START Data to process
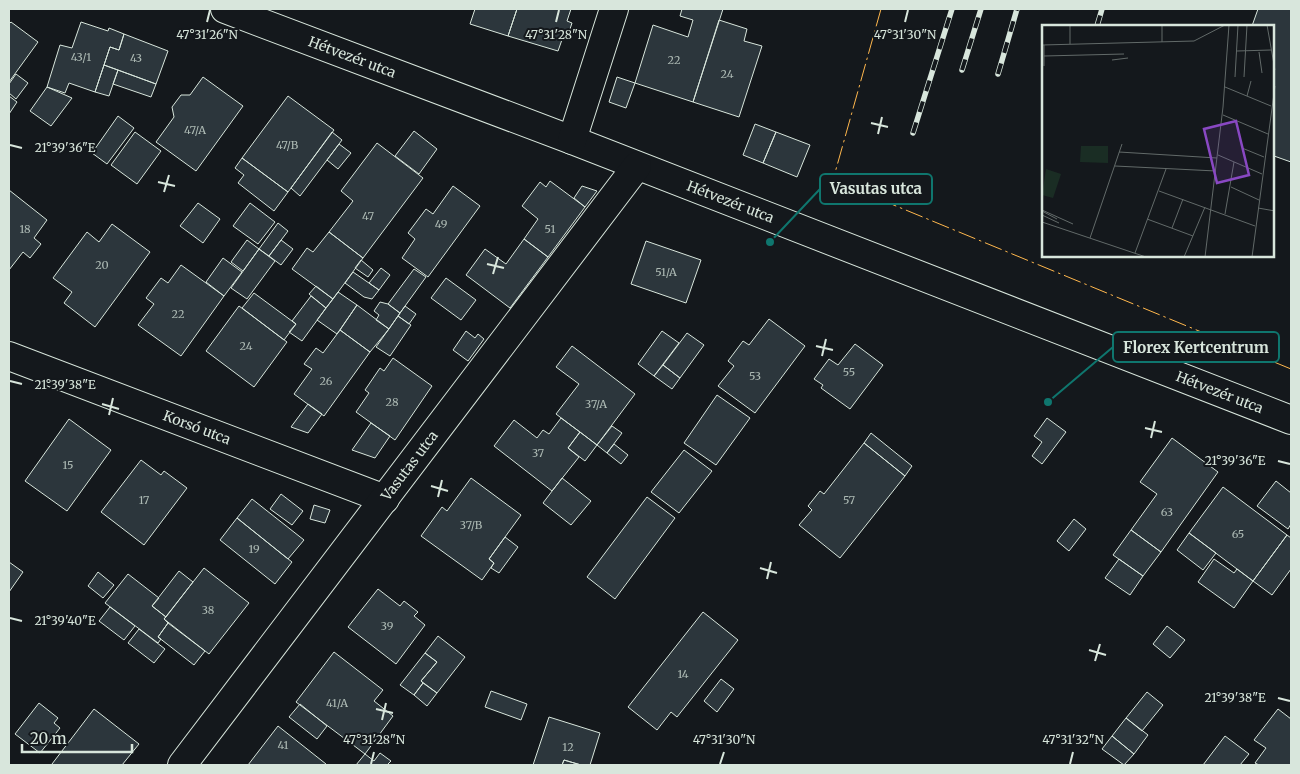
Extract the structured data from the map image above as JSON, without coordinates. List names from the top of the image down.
END Data to process
START Data to process
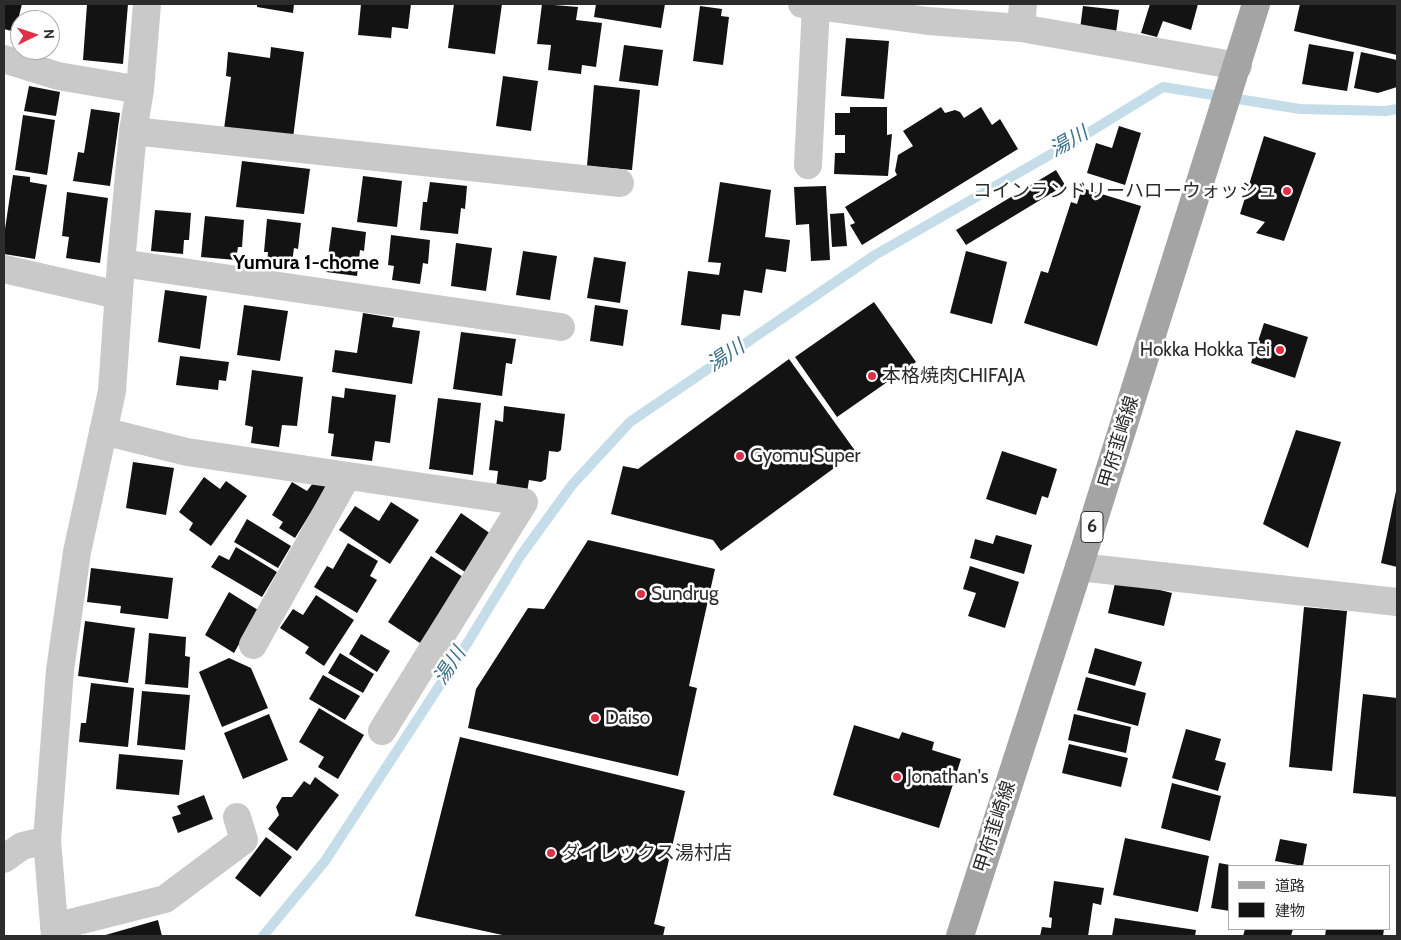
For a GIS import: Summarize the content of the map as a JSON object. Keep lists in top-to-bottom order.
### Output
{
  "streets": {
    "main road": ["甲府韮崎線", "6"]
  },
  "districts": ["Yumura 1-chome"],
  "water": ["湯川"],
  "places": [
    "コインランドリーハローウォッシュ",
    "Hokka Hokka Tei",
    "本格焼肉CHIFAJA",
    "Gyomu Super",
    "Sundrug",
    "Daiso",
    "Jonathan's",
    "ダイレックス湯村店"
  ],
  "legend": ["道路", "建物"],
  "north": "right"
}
END Data to process
START Data to process
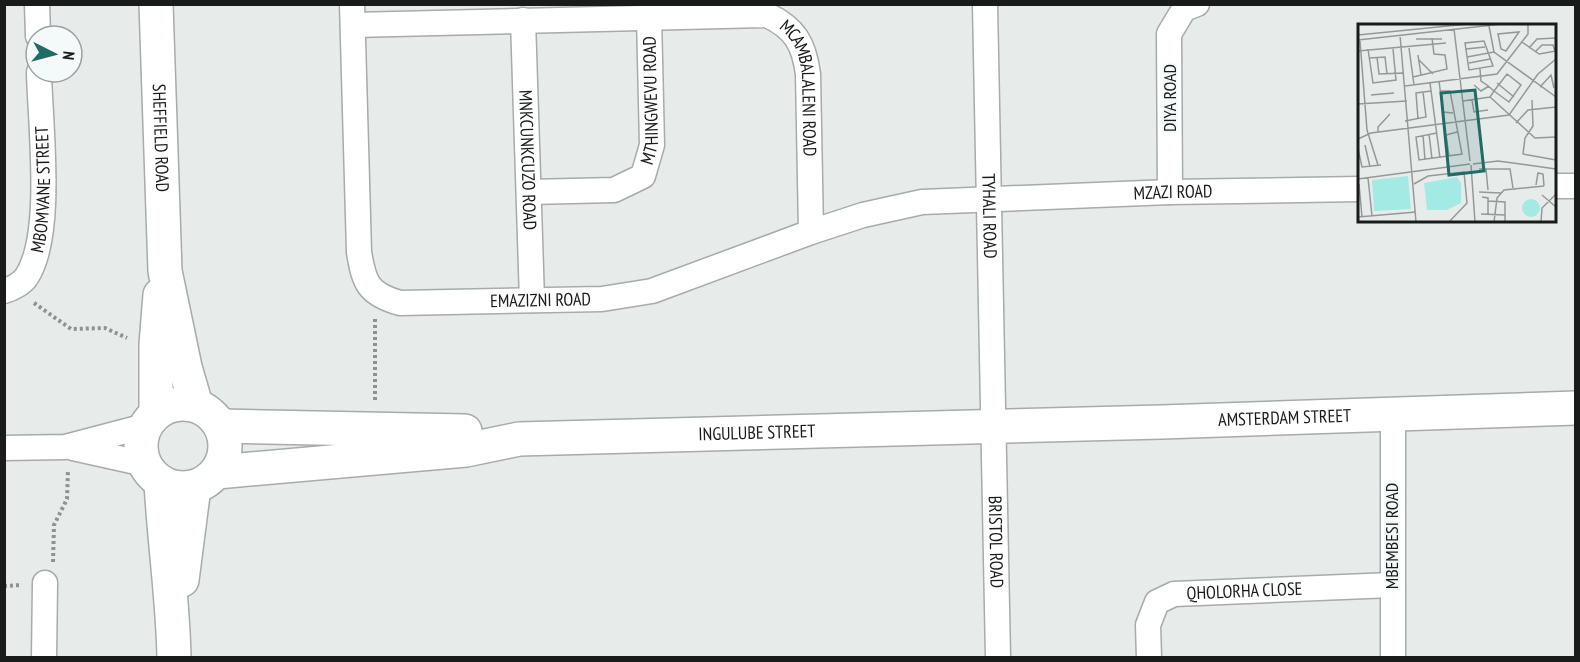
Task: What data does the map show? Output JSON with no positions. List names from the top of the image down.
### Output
END Data to process
### Exercise instructions
For the records above, tally the lines holding the word "from". Answer with the number only.

### Your solution
2